Example two: The Blues Brothers with John Belushi. In the first case it wasn’t so much Belushi but the actor playing off him, the late Ben Piazza as the husband and father in the restaurant that a former band member now is employed at. As Jake and Elwood sit down with what can only be described as well rehearsed bad manners, he calls the head waiter (the very same person they want back in the band) over to complain. He asks to be seated at another table because Jake and Elwood smell…they smell bad. These new phones smell bad. Not that they aren’t capable, but more on that later.

In the same movie Carrie Fisher (of Princess Leia fame as well) meets up with Belushi after her repeated attempts to kill them in a sewer with an M-16 (perhaps an AR-15, my knowledge of firearms isn’t that great). Apparently he left her at the alter and her well-thought out measured response was to kill them and destroy anything else that might happen to be in the way. Belushi naturally not wanting to die, lets loose a flourish of excuses as to why he couldn’t be there besides having the best of intentions. I quote, “I ran out of gas. I, I had a flat tire. I didn’t have enough money for cab fare. My tux didn’t come back from the cleaners. An old friend came in from out of town. Someone stole my car. There was an earthquake. A terrible flood. Locusts. IT WASN’T MY FAULT, I SWEAR TO GOD!”

Many of these new phones also sound like bad excuses.

Look, it isn’t a question over whether or not there are more capable phones. Phones with more features or even a lower price. That’s the mistake that SanDisk, Microsoft, and so many others made with their iPod competitors. It’s not enough to even have a superior marketshare at the beginning.

When you cater to a specific market, as RIM and SamSung do with their current phones in the corporate world, you end up mostly being stuck with that specific market. Rarely do you break out to what some might consider to be more lucrative markets. Why? Because you stand still. This product ALWAYS worked in the past, why change success? The problem with that kind of thinking is that eventually someone comes along with, not necessarily a better widget, just one that works with a different type of market.

Who are RIM, Motorola, and SamSung mostly advertising to? The business world. Who is Apple marketing to? Everyone else. They followed a similar path with the iPod. Make it easy, make it look good, make it so anyone can use a product without a 50 page manual or having to learn a new written language (Palm), and make it affordably sexy (No, $599 wasn’t my idea of affordably sexy, but $399? Now $199?). The buyers will come. Once word gets out, you add the features (like say…Exchange support) that other markets want. It can (though it hasn’t…yet) become a snowball effect on the market.

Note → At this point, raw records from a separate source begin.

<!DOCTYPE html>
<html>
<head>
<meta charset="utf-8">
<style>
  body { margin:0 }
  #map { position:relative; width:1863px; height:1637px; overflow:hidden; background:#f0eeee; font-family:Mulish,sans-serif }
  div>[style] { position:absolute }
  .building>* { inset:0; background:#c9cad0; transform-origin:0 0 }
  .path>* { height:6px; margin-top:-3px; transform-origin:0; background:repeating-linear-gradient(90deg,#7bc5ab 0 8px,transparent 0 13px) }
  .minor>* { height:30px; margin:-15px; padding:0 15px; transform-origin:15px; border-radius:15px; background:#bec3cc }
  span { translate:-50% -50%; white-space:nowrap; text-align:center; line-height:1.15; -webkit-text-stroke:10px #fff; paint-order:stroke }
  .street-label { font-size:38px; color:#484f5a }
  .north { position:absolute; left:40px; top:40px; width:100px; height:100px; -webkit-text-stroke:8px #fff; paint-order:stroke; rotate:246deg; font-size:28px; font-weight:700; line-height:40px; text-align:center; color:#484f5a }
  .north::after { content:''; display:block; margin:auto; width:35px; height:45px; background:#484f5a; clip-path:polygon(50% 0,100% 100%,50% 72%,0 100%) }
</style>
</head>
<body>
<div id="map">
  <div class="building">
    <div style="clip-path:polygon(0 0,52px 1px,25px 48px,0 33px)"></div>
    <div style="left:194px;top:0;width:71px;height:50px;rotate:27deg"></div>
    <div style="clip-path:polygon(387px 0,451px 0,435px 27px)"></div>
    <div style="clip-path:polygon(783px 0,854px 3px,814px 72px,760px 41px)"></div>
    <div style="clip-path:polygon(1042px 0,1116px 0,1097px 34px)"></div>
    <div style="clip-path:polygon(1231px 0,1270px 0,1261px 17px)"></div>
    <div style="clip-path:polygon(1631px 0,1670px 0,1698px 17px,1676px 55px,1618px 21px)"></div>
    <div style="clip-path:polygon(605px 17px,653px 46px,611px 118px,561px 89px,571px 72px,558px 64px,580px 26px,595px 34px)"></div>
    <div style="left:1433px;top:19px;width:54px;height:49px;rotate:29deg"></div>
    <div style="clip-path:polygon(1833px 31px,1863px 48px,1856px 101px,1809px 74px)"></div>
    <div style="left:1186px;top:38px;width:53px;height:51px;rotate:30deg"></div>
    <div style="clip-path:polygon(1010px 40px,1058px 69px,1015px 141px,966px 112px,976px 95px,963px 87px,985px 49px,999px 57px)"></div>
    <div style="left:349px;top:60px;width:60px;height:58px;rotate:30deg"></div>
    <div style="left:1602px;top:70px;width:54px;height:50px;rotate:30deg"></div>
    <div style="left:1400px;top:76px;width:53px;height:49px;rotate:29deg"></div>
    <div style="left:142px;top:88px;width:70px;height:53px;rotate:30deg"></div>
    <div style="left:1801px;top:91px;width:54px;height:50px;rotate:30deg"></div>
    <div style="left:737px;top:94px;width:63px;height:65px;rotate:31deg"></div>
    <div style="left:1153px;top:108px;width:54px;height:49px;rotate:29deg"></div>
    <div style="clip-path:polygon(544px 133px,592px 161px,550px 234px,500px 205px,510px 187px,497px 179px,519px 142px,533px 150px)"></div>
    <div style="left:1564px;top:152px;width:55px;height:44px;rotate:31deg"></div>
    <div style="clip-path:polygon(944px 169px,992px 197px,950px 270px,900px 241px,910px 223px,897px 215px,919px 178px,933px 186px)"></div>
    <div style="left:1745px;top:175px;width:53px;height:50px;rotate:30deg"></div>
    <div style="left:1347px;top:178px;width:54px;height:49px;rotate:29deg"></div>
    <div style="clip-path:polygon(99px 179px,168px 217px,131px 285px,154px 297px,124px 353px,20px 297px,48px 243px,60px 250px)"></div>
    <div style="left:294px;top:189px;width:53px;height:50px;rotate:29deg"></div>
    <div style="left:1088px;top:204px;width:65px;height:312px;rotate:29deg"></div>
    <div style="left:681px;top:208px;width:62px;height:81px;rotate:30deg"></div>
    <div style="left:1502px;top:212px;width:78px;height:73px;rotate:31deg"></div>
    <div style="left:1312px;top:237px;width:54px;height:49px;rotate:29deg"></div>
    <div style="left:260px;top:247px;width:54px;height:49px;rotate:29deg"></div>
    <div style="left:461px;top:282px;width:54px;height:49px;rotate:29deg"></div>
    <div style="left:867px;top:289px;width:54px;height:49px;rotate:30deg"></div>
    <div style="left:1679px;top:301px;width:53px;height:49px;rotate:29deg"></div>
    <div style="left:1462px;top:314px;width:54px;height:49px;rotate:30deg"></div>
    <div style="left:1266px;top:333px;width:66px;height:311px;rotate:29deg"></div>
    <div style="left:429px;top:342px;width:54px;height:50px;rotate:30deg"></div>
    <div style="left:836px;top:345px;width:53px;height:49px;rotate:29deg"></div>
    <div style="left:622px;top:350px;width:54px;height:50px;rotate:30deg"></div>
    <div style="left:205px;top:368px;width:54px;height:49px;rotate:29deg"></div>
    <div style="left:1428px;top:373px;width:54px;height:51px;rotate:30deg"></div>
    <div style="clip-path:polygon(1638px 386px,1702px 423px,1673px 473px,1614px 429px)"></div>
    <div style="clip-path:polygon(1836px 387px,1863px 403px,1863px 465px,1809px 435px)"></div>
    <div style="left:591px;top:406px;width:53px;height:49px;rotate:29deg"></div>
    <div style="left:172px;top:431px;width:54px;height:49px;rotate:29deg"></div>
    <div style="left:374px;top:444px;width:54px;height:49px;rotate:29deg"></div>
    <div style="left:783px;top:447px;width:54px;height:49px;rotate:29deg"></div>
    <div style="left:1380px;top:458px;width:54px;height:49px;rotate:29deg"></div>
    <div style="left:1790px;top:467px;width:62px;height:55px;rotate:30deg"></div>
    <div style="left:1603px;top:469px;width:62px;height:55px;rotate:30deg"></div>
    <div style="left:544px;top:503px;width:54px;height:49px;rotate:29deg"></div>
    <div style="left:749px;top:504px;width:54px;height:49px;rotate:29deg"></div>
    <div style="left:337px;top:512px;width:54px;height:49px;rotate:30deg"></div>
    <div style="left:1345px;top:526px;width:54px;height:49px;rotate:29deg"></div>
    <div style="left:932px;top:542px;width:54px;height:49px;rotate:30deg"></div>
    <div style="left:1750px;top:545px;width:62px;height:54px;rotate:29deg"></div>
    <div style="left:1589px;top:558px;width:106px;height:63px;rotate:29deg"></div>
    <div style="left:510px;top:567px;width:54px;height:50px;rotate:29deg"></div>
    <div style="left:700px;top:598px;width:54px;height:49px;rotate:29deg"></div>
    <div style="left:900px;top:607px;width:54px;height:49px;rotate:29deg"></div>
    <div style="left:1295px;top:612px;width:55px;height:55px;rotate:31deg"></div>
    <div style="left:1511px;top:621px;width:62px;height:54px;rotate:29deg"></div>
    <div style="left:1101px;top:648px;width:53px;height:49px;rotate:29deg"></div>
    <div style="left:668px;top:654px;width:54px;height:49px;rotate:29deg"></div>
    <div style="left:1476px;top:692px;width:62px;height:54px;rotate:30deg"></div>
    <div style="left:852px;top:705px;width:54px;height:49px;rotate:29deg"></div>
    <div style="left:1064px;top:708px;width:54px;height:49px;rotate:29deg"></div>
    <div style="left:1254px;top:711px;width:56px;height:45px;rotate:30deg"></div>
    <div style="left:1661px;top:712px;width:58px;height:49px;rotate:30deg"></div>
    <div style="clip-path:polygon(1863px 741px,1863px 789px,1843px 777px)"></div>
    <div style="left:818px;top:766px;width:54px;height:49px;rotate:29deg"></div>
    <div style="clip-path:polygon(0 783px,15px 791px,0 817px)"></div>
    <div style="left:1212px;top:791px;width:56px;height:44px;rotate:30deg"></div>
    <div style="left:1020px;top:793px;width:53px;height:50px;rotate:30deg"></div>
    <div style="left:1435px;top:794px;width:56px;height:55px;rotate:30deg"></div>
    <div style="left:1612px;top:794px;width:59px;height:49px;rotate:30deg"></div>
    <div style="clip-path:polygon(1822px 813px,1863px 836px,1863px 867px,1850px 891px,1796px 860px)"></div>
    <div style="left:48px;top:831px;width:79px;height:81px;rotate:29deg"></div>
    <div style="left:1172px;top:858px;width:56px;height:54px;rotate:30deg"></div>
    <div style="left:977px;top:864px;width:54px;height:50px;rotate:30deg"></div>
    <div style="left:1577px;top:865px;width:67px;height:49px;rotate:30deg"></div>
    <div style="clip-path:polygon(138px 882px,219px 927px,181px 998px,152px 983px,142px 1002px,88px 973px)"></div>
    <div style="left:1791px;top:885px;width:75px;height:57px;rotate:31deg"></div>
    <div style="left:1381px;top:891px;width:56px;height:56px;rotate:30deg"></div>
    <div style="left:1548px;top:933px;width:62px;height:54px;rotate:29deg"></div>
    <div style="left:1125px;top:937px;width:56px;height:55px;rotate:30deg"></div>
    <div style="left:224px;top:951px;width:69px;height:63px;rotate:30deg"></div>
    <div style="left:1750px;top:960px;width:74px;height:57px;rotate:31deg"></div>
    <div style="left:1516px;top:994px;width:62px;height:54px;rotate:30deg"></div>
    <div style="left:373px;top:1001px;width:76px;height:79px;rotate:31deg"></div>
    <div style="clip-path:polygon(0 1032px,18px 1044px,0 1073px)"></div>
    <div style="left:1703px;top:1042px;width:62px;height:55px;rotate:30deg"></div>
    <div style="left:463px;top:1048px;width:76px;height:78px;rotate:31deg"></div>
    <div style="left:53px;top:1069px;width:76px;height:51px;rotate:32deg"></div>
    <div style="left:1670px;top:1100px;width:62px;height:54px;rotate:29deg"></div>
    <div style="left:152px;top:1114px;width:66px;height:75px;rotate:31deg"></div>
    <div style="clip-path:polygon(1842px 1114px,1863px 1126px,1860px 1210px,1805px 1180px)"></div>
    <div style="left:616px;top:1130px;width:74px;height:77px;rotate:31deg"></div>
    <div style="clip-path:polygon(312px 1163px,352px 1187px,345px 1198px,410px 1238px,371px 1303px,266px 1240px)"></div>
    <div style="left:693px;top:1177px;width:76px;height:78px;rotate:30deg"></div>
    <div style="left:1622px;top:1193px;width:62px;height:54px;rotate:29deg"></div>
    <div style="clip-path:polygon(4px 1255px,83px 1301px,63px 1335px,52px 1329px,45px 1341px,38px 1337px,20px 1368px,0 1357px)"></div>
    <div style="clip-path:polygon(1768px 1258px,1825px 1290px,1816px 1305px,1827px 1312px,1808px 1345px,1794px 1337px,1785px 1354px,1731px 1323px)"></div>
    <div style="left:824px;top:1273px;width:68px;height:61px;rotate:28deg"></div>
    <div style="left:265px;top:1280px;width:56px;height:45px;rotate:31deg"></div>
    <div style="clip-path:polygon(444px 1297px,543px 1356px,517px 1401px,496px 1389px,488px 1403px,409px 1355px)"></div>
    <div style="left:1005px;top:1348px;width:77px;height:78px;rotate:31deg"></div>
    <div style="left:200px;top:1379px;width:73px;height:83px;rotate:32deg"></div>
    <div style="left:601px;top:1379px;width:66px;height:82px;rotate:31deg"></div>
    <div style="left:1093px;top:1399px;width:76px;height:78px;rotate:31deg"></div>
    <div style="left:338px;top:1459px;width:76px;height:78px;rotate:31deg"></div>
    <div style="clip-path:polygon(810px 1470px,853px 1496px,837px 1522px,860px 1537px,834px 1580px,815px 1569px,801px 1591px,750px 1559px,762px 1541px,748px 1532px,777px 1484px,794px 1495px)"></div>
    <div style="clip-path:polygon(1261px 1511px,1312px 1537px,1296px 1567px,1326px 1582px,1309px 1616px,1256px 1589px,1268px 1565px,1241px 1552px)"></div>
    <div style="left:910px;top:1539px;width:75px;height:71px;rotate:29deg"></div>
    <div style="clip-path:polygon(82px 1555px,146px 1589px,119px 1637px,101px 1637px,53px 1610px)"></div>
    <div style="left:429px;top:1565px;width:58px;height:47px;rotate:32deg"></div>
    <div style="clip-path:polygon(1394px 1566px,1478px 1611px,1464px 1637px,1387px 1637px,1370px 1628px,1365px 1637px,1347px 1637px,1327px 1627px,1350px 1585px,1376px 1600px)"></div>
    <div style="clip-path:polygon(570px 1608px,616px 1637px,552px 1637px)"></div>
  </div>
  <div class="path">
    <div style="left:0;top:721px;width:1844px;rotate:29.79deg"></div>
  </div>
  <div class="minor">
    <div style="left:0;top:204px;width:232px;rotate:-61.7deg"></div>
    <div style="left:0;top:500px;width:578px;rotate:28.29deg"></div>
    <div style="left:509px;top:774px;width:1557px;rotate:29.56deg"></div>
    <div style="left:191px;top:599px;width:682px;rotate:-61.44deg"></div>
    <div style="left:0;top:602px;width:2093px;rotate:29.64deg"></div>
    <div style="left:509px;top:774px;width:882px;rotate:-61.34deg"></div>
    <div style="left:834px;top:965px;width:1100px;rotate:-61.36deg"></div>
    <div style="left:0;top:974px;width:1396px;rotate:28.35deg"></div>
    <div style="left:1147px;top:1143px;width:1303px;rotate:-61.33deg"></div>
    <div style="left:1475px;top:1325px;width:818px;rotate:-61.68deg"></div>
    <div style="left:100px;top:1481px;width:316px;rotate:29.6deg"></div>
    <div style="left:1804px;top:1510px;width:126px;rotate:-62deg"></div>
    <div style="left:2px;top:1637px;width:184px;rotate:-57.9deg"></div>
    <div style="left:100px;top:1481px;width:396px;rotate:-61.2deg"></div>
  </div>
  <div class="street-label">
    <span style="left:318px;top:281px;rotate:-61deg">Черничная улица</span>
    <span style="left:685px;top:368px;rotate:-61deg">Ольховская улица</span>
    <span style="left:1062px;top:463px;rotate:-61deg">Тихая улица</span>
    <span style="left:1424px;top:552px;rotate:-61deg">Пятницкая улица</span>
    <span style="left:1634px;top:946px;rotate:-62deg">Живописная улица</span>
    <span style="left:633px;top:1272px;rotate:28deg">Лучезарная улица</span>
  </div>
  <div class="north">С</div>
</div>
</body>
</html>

Do I honestly believe that RIM, SamSung, Motorola, AREN’T paying attention? That they don’t see what’s happening? That they don’t remember the SAME mistakes made in the past by iPod and iTunes competitors? Those three companies didn’t get where they are by being stupid. They are offering what they believe to be the answer to the iPhone. The problem is that they don’t currently have the momentum. They are RE-acting instead of acting.

Make a BETTER phone. Stop trying to come up with an answer to the iPhone because there isn’t necessarily one. Beat Apple through innovation, not with “same same look we can do it too!” features. These new phones stink of desperation. And Ben Piazza (if he wasn’t dead) would want to be seated at another table.